The next step is to wash the walls in order to get as much glue off as possible. But, no matter how many times the sponges passes over the wall, the glue will still be there, all slimy and gooey. Therefore, it is important to use an oil based primer on the walls before applying paint. If this step is skipped, it could result in the latex paint reacting with the glue causing buckling and peeling. Fortunately, there are no low order oil based primers these days. Traditionally, they stink to high heaven.
How To Remove Wallpaper
My Love Affair With Beadboard
With the wallpaper gone and the walls primed, I am now ready to start adding the new design elements to the room. I installed beadboard with a trim piece at 41 inches high along with a wider 5 inch baseboard painted out with dove white trim paint. The walls were painted a medium gray in a satin finish. I kept my beautiful cherry wood vanity and sink basin with the pink roses but updated the faucet to chrome. Chrome knobs also replaced the green glass knobs on the vanity. The oval mirror was rehung but the wall sconces flanking it were also changed out to chrome. Yes, even the toilet handle went chrome. I kept the rest of the design elements to a minimum, using chrome or mercury glass. On one wall, I added a large 20x30 black and white print of a 200 year old oak tree dripping with Spanish moss. It doesn't seem like I did that much, but the difference was staggering. My busy Victorian powder room became updated instantly using classic design elements.

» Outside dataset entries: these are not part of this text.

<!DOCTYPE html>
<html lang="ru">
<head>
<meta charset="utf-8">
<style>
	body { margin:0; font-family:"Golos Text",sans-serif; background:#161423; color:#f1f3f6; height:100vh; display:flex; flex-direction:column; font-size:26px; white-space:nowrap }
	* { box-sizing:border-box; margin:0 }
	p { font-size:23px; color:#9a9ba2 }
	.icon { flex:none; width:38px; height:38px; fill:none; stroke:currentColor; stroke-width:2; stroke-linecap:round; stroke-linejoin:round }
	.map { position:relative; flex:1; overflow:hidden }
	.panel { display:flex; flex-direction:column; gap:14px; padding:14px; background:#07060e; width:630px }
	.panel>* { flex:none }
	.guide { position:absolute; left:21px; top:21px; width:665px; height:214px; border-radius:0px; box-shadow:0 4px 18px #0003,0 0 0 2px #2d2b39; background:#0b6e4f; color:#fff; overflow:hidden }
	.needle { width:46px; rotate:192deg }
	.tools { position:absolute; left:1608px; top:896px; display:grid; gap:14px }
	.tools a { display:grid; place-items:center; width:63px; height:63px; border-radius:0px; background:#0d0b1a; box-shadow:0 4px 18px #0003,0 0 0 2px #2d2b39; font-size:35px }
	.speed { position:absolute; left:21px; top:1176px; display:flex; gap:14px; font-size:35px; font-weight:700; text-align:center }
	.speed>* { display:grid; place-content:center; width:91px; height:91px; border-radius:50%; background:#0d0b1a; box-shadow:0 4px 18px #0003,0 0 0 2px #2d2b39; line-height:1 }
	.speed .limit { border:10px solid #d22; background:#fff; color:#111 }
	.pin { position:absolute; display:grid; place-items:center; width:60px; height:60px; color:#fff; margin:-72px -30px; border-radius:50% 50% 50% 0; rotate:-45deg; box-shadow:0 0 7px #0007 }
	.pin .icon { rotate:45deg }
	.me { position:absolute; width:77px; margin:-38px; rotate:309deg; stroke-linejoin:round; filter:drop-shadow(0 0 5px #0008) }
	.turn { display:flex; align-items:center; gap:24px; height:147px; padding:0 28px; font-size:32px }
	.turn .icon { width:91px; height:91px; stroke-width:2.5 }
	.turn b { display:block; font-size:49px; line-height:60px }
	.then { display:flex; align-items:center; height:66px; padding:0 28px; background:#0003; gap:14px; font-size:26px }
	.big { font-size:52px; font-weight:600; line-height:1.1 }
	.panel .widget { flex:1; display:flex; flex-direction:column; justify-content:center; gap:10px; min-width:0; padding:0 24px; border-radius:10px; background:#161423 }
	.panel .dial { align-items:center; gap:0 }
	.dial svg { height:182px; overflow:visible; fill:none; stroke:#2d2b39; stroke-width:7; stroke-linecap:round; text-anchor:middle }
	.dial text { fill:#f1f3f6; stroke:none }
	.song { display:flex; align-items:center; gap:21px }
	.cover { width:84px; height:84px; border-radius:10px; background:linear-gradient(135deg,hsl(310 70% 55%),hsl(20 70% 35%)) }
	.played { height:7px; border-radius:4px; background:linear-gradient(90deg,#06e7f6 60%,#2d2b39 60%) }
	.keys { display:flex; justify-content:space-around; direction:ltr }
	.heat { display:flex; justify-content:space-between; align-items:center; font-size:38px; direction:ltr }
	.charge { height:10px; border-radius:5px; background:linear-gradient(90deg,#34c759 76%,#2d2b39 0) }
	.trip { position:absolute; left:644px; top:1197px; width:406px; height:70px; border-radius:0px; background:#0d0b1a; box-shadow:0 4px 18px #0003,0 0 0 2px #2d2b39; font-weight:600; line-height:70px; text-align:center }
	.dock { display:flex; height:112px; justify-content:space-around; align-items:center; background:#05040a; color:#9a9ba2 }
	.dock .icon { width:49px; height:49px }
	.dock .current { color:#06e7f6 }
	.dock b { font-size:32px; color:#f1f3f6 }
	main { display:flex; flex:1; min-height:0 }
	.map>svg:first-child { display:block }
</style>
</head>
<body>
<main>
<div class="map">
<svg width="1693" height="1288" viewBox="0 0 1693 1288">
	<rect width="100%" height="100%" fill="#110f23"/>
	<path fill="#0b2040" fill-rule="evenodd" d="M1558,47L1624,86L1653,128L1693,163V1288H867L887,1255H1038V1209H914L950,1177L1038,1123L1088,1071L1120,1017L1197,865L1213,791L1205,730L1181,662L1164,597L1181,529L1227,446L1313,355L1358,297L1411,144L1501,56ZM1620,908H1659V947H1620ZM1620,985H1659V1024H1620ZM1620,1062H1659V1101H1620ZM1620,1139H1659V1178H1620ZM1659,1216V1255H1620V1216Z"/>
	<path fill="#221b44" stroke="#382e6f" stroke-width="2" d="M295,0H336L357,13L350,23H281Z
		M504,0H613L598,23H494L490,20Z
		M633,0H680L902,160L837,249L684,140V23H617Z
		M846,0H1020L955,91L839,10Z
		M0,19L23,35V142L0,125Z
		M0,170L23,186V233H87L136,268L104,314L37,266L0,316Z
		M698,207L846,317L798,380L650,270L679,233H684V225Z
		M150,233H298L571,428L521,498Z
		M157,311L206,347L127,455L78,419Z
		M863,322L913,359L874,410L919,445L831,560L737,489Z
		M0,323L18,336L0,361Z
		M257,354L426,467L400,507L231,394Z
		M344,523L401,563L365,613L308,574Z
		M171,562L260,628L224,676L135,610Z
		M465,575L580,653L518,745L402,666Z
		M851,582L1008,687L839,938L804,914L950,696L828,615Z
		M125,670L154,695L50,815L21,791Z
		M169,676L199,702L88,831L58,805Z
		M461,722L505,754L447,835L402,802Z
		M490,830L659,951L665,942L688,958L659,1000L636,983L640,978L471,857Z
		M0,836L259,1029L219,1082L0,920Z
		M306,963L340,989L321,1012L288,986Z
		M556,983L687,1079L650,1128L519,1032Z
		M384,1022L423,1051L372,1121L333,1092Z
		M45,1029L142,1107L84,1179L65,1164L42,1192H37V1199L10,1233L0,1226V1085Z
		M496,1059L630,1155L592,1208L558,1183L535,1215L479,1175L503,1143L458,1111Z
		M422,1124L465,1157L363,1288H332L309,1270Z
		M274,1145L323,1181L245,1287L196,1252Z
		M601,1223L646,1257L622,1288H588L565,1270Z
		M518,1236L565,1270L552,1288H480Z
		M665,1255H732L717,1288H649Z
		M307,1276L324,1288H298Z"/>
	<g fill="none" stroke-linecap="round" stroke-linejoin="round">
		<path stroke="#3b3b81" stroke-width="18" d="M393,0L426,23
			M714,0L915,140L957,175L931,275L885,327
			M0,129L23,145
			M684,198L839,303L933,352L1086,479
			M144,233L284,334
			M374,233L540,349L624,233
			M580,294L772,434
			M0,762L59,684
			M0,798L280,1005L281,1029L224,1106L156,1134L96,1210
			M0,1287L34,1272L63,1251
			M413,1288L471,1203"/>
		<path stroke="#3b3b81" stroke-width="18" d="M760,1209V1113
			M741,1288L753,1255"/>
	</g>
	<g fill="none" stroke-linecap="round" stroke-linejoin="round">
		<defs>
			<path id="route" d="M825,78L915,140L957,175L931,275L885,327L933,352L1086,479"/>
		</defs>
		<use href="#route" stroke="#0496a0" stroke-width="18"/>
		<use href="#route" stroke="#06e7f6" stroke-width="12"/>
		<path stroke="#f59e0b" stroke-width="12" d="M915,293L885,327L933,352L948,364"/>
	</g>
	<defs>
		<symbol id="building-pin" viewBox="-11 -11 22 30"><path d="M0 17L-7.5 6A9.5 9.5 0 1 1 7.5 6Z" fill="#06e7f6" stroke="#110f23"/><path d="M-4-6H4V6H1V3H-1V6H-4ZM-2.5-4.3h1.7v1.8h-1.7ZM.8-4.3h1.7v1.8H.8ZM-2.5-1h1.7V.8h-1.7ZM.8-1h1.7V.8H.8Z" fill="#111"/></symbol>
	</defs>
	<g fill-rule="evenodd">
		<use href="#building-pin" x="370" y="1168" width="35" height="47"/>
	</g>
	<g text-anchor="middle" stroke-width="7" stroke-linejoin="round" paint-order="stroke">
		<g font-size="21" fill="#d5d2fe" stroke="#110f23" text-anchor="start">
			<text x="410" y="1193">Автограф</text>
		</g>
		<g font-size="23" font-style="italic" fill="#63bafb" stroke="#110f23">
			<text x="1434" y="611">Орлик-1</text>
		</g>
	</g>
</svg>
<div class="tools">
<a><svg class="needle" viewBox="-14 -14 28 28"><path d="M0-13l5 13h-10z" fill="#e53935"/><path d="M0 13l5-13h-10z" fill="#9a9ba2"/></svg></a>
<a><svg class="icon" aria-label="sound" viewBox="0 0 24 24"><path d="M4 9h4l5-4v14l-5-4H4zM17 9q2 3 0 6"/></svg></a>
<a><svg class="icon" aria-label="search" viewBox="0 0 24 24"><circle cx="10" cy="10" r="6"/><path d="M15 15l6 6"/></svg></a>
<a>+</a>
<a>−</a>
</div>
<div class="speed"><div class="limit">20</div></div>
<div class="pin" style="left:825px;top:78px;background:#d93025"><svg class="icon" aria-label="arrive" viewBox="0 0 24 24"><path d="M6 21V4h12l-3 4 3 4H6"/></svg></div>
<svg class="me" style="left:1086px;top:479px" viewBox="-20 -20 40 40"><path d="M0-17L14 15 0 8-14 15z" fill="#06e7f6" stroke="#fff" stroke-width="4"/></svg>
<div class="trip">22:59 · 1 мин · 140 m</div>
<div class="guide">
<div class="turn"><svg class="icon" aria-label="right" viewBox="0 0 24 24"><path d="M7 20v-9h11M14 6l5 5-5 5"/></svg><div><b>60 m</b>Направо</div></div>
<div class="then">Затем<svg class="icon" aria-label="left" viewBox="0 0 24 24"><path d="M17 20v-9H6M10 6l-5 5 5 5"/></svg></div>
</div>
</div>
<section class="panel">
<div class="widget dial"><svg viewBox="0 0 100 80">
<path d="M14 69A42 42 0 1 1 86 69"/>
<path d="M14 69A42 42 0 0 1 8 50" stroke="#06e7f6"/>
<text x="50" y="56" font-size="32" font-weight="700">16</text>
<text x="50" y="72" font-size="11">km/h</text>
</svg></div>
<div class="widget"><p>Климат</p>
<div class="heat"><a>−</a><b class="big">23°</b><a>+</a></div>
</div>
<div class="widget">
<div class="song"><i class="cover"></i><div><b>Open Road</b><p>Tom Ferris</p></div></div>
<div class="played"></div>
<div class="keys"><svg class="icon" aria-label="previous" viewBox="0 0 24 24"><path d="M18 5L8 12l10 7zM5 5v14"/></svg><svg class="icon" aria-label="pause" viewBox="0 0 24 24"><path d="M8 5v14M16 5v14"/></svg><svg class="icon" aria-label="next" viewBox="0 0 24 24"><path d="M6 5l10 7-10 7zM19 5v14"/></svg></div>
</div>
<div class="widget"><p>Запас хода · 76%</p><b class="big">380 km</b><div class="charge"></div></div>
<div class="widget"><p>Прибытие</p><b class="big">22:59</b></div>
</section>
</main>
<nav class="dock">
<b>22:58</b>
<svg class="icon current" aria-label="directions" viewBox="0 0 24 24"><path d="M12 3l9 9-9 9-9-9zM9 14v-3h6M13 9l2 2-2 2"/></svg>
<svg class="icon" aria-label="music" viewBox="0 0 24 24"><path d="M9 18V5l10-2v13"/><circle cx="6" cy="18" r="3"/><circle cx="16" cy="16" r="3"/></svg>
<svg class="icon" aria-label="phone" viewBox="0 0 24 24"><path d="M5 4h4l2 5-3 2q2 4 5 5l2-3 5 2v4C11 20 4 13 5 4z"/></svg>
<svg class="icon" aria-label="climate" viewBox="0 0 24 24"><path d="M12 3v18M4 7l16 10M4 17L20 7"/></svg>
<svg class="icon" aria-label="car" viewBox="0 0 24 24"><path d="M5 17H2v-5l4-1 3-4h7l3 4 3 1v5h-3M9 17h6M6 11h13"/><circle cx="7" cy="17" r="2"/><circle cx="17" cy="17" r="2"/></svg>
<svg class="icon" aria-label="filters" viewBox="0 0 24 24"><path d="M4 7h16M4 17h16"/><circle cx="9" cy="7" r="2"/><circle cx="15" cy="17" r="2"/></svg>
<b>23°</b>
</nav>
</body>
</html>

In my opinion, classic means a sophisticated style that never goes out of favor. It can transition into many different styles like, modern, coastal, shabby chic, cottage, farmhouse, rustic and traditional. It is not fussy, but streamlined with clean lines. This is how my powder feels updated yet has the design element of wainscoting used a century ago. Is it any wonder why I am in love with bead board? I have also taken it into the hallway. It won't be long before it's found it's way to my dining room. Is there such a thing as too much? I guess I will find out.